This piece in the Age by Michael Scammell manages to hit nearly all my hot buttons at once. It includes generation-game garbage, postmodernist apologias for the advertising industry, support for exploitation of workers, and heaps of all-round stupidity. The background to the story, it appears, is that a clothing store called Westco required its female staff to wear T-shirts carrying a lame double entendre. One worker refused, and the Victorian Minister for Women’s Affairs, Mary Delahunty protested, with the result that the company abandoned the promotion. Scammell attempts to set Ms Delahunty straight on the subject of postmodernist irony.
The headline (not picked by the author, but a direct lift from the article) is Sex sells. Gen X knows this. MPs don’t. I know every generation is supposed to imagine that it invented sex, but not even the most self-indulgent of baby boomers would have the chutzpah to claim this insight as their own. Vance Packard was making hay with this kind of thing back in the 50s, and it was tired old stuff even then. In fact, the basic point predates the wheel. Hasn’t Scammell heard the phrase “the oldest profession”?
Then he claims that the slogan on the T-shirt “stop pretending you don’t want me” represents ” a dollop of knowing post-modernist irony”. If this is post-modernist irony, I’ll stick with the modernist version, or better still that of the classics like Dr Johnson.
But for all-round stupidity you can’t beat Scammell’s observation that it must be all right because ‘Westco reports a significant public demand for the T-shirt despite its seemingly offensive message”. Can’t he see that there’s a big difference between wearing a provocative T-shirt to advertise your own wares to members of the opposite (or perhaps your own) gender, and being made to wear one to flog the wares of your employer, who is doubtless offering little more than the minimum wage for the privilege. Obviously the Westco worker who refused to wear the shirt and made a fuss about it could do so. (In a non sequitur that’s typical of the piece, Scammell asserts that since this worker was willing to stand up for herself, there can’t have been a problem in the first place).

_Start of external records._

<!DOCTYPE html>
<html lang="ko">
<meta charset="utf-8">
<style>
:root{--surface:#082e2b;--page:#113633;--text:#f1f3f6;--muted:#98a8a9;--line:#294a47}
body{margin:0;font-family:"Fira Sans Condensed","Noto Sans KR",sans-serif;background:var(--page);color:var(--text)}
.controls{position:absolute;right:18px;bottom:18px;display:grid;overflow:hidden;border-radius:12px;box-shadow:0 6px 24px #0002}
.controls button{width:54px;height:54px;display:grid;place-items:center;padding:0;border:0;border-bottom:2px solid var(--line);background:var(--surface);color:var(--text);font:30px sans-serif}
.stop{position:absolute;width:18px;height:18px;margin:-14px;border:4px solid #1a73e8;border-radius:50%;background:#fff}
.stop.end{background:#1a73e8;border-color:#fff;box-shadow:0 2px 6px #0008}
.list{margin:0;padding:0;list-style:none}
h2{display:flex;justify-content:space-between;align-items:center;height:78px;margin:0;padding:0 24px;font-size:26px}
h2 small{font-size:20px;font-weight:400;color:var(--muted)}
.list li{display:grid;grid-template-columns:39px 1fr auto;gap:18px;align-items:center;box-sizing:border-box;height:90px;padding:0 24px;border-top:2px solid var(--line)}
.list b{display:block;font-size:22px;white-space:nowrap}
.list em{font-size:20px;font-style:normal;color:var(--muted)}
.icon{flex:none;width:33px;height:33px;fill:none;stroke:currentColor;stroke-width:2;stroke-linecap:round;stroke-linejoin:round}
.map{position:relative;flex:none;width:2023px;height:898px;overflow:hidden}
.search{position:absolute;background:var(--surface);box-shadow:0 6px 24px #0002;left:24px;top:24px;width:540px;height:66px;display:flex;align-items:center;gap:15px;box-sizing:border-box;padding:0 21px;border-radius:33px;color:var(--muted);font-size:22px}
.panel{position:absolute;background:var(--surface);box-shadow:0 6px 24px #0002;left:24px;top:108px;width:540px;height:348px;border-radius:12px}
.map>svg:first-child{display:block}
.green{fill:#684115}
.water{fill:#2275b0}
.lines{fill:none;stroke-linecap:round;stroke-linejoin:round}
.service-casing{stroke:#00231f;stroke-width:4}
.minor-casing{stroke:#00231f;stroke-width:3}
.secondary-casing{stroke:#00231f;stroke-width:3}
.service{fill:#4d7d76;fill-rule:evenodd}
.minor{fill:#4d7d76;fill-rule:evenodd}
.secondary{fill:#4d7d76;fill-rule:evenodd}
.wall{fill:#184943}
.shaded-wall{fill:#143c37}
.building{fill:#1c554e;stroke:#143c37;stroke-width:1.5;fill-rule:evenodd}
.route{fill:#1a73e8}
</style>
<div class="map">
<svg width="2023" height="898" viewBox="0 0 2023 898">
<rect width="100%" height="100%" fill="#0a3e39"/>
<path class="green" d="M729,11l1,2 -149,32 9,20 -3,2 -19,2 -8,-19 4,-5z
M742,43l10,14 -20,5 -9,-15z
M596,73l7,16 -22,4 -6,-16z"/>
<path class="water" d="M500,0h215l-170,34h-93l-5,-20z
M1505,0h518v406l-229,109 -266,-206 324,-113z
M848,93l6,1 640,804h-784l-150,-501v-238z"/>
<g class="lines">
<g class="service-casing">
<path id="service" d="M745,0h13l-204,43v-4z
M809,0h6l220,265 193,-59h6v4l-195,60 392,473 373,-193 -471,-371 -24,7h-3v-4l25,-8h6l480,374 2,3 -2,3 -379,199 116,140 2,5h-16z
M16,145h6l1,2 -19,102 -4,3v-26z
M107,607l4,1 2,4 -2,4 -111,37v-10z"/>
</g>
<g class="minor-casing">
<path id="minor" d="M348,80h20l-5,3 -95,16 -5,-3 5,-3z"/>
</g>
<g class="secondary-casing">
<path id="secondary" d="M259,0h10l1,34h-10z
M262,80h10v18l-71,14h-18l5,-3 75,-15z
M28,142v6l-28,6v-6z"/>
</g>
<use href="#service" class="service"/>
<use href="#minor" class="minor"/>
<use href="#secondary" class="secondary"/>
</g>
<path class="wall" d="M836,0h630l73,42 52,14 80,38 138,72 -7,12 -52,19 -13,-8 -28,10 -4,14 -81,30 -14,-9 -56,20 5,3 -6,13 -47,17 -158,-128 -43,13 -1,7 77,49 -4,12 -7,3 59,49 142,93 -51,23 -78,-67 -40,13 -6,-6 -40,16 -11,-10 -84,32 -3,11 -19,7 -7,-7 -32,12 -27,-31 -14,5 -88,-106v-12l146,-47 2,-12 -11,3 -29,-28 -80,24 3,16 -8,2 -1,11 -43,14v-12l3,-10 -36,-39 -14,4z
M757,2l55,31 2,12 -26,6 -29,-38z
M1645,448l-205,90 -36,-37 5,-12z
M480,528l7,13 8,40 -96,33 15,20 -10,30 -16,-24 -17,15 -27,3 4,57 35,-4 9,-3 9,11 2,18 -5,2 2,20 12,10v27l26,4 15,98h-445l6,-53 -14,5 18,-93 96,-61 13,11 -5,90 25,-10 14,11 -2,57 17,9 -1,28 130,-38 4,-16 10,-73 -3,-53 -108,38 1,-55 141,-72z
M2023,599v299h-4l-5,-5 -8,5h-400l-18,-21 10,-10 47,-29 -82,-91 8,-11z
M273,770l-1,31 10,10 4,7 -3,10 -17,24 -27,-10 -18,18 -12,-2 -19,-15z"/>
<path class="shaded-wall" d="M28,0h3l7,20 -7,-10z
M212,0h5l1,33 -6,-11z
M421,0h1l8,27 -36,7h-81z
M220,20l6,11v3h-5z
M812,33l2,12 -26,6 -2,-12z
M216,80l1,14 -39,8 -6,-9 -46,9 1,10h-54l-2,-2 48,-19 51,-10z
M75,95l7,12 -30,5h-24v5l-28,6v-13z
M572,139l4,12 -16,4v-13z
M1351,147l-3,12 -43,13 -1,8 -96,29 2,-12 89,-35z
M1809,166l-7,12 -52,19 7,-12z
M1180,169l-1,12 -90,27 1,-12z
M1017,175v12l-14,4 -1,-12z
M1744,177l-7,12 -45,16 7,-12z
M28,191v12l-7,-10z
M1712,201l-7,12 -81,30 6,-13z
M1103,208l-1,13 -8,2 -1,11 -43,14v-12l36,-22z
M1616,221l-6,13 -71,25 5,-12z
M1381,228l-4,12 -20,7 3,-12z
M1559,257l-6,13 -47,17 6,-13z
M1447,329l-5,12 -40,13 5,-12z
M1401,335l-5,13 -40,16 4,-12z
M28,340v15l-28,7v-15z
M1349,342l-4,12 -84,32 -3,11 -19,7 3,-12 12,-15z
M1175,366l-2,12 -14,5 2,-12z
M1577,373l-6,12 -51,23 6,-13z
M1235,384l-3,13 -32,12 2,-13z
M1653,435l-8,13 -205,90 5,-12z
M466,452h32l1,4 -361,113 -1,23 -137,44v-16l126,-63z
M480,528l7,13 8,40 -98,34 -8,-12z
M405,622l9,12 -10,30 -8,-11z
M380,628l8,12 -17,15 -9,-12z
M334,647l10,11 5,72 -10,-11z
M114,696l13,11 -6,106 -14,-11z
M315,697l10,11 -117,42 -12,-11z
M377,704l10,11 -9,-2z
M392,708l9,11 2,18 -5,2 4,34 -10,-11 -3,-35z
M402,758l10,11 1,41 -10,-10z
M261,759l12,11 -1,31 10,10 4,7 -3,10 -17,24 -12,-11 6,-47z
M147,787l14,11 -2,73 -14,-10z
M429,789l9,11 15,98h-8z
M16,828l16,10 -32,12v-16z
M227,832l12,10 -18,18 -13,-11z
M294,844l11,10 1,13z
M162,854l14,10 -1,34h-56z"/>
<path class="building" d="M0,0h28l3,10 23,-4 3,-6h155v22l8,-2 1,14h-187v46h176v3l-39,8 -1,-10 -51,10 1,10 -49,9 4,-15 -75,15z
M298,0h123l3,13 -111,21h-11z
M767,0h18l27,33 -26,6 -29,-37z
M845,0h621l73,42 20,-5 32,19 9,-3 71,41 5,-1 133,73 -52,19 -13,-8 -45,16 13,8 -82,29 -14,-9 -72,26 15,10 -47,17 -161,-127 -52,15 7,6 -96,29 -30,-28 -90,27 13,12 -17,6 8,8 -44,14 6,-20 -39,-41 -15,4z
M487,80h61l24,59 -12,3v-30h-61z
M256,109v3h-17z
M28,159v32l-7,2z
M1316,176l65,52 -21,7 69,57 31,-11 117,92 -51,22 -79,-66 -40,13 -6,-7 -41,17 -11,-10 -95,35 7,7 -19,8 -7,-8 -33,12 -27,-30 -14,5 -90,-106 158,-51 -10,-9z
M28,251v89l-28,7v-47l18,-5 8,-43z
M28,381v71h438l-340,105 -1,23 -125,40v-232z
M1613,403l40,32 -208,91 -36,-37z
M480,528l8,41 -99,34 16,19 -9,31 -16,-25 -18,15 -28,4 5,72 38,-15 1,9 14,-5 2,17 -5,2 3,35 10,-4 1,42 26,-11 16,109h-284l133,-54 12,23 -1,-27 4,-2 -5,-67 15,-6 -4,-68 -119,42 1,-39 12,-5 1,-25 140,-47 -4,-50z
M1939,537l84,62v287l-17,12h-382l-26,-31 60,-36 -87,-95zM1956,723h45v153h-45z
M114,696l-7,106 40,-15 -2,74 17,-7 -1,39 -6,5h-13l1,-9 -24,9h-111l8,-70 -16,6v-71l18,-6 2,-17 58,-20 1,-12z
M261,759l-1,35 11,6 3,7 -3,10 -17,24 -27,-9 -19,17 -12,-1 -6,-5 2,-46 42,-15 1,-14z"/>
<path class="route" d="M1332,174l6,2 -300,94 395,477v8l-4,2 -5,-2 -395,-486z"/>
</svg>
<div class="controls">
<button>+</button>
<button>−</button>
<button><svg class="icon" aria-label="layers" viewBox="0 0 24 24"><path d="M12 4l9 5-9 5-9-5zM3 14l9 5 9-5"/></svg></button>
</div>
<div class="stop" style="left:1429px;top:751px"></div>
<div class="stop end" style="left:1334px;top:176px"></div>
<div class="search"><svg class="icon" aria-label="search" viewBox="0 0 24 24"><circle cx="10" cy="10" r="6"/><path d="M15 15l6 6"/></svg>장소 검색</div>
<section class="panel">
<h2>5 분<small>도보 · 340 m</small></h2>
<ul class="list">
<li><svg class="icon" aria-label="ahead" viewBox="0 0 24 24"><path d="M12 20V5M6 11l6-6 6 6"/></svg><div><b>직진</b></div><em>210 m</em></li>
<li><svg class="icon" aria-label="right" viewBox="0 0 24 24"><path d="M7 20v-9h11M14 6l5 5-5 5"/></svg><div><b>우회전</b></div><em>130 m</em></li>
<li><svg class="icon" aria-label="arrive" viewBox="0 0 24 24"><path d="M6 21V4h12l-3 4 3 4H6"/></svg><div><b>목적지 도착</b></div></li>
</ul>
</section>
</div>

Scammell goes on about “grid girls” at the Grand Prix, and near-naked models at fashion shows, but these workers know what they are offering from the start and (at least in the case of successful models) are paid accordingly. If he wants to work out what’s going on here, Scammell would be well advised to go back to school and learn some old-fashioned class analysis instead of the 1990s postmodernism he apparently thinks is still hip.